Heh, heh. This album is funny stuff. By now, you've probably heard of it--Pat Boone, who's been making big-band and commercial jazz music for your parents and grandparents since the 50's (he was Elvis's rival once upon a time), has made a strange record of heavy metal cover songs! Personally, I'd never heard of the guy until this album came out, an album which sparked a small fire of controversy among TBN listeners (a Christian TV network with Pat Boone's show Gospel America). It seems several hundred Pharisees called up and got his show cancelled because of this album! Some people have no sense of humor. I think efforts have been made by others to get it back on, but I don't know how that's going (or went). Anyway, it's not important. On to the music, and what music it is!  
 
I should be up front. First of all, I'm a metal fan. I can't stand big-band or jazz music. My best friend gave me this album for my birthday; we popped it in and started the laughter. Boone covers Deep Purple, Van Halen, Alice Cooper, Judas Priest, Ozzy Osbourne, Jimi Hendrix, Metallica, Led Zeppelin, Guns 'N Roses, AC/DC, Dio and Nazareth with songs like "Smoke on the Water," "Panama," "No More Mr. Nice Guy," "You've Got Another Thing Comin'," "Crazy Train," "The Wind Cries Mary," "Enter Sandman," "Stairway to Heaven," "Paradise City," "It's a Long Way to the Top (If You Wanna Rock "N Roll)," "Holy Diver," and "Love Hurts" (respectively).  
 
Honestly, I have no idea how to review this thing musically--it's just hilarious. There are a lot of very skilled players on the album--44 to be exact, plus nine different background singers. The production is excellent.  Pat's singing occasionally sounds to me like Troy McClure from The Simpsons (the once big-time actor character), which makes me laugh even harder as I listen to him. I can just see him standing on a Las Vegas stage, legs spread apart, one hand holding the microphone, the other hand snapping his fingers slightly above his waist, with lots of R&B female background vocals. I was originally going to go through each song and compare them to the original, but just take my word for it: they're all really, really different sounding. 

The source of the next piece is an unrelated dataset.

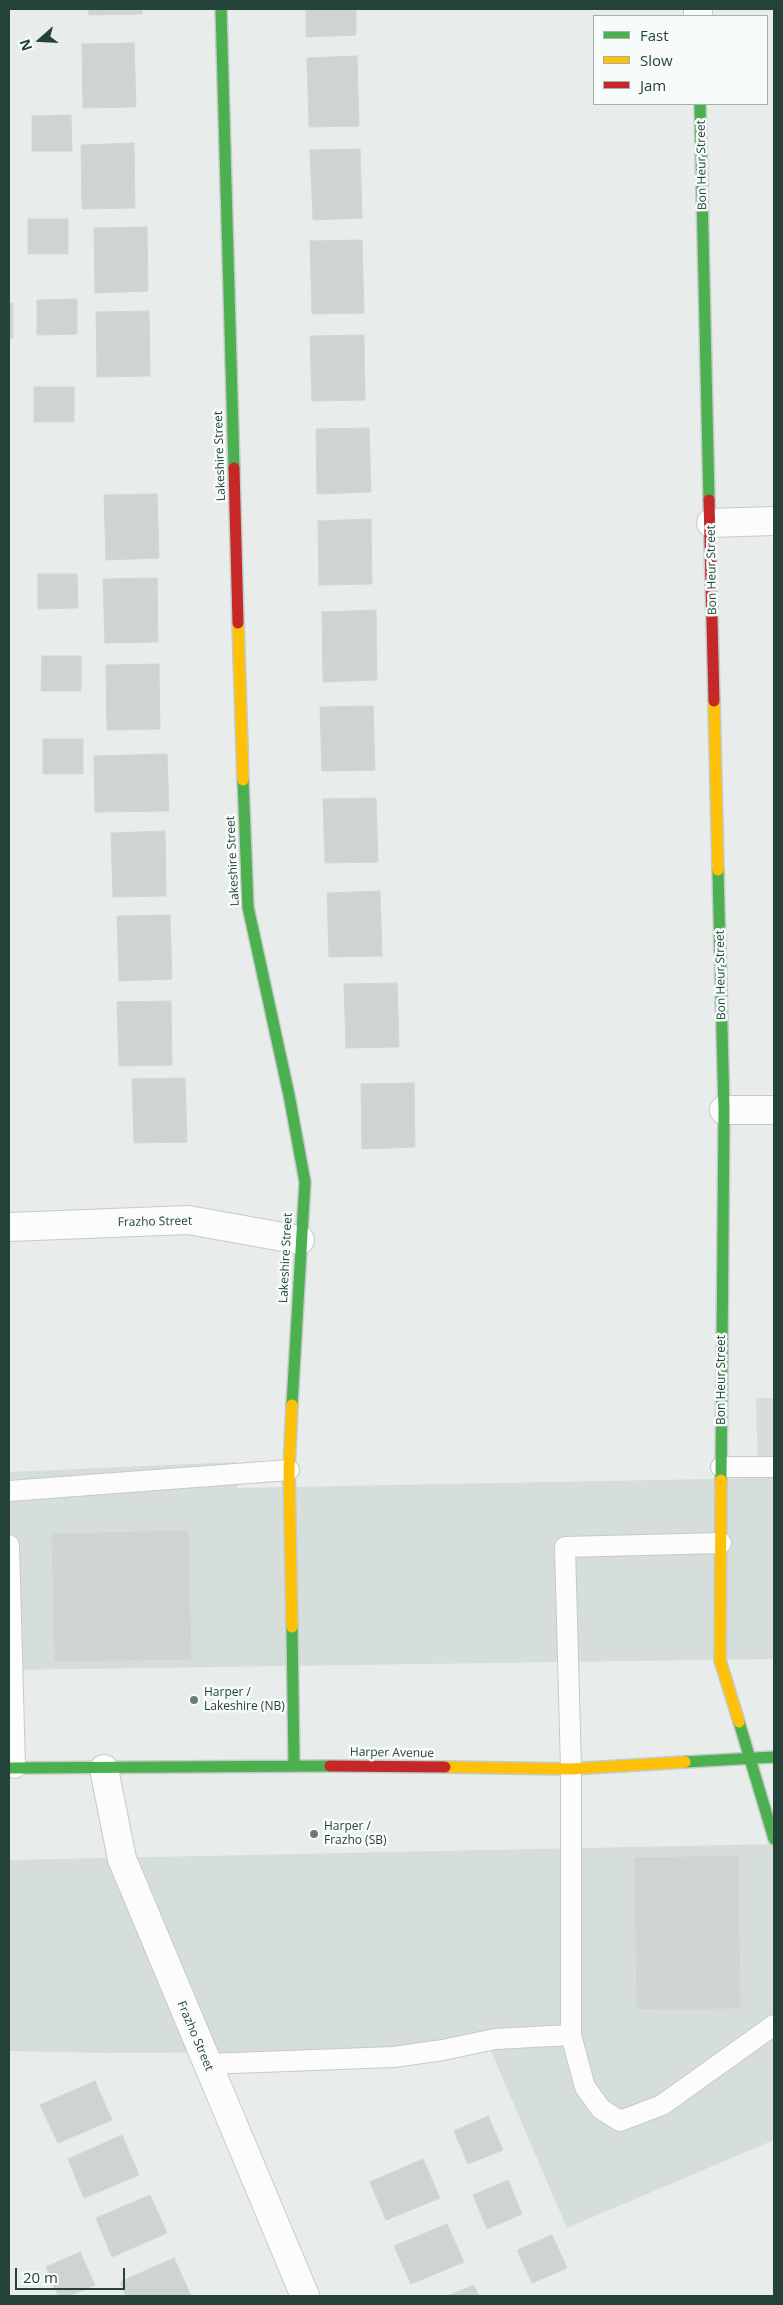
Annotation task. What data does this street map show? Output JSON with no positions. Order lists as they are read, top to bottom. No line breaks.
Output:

Obviously, almost all of the guitars have been taken out and replaced with horns, piano, bass, and some strings. "Smoke on the Water" opens with its famous riff (played by Ritchie Blackmore himself) but quickly mellows into a jazzy tune that brings to mind old Pink Panther cartoons. There's also a solo in there somewhere, but that's it for the guitar.  
  
Likewise, "Panama" opens with lead guitar (played by Dweezil Zappa!) and it's the only song with it remaining in the background throughout. I think this is also the only song he changed the lyrics for, to avoid an obvious sexual reference (but don't quote me on that). 
  
"No More Mr. Nice Guy" made me laugh the most--it almost sounds like he's singing off-key (but that could just be because I'm used to metal and alternative vocals, not jazz singing). Regardless, this song caused me to realize what's true of all these songs: I can hear all of the lyrics clearly! And some of them are truly bad. More fuel for the laughter, though. 
  
"Enter Sandman" is done in an upbeat fashion--he sings the lines "Say your prayers, little one," and "Exit light, enter night," like they're happy and uplifting words! Weird, but anyone who knows the Metallica version will be rolling.  
  
I haven't heard the original Dio song, "Holy Diver," but it's an amazing sounding tune (Pat's version!) that inspires me to go and find that album. There's a really cool rhythm to this song, with a nice bass and string section at the beginning and end (finishing with a spoken Psalm 23:4). Ronnie James Dio helps out on vocals for this one. 
  
No doubt, every song on this album is some metal fan's favorite, but I don't have space to go into all of them. Someone might ask "Is this album suitable for Christians?" I actually think Pat tried to pick songs with some sort of spiritual overtones--just look at the titles. But I wouldn't spend too much time worrying about that. If you want a laugh with a couple of friends, need a gag gift for a party, or just want to hear the most unusual cover songs ever, check this out.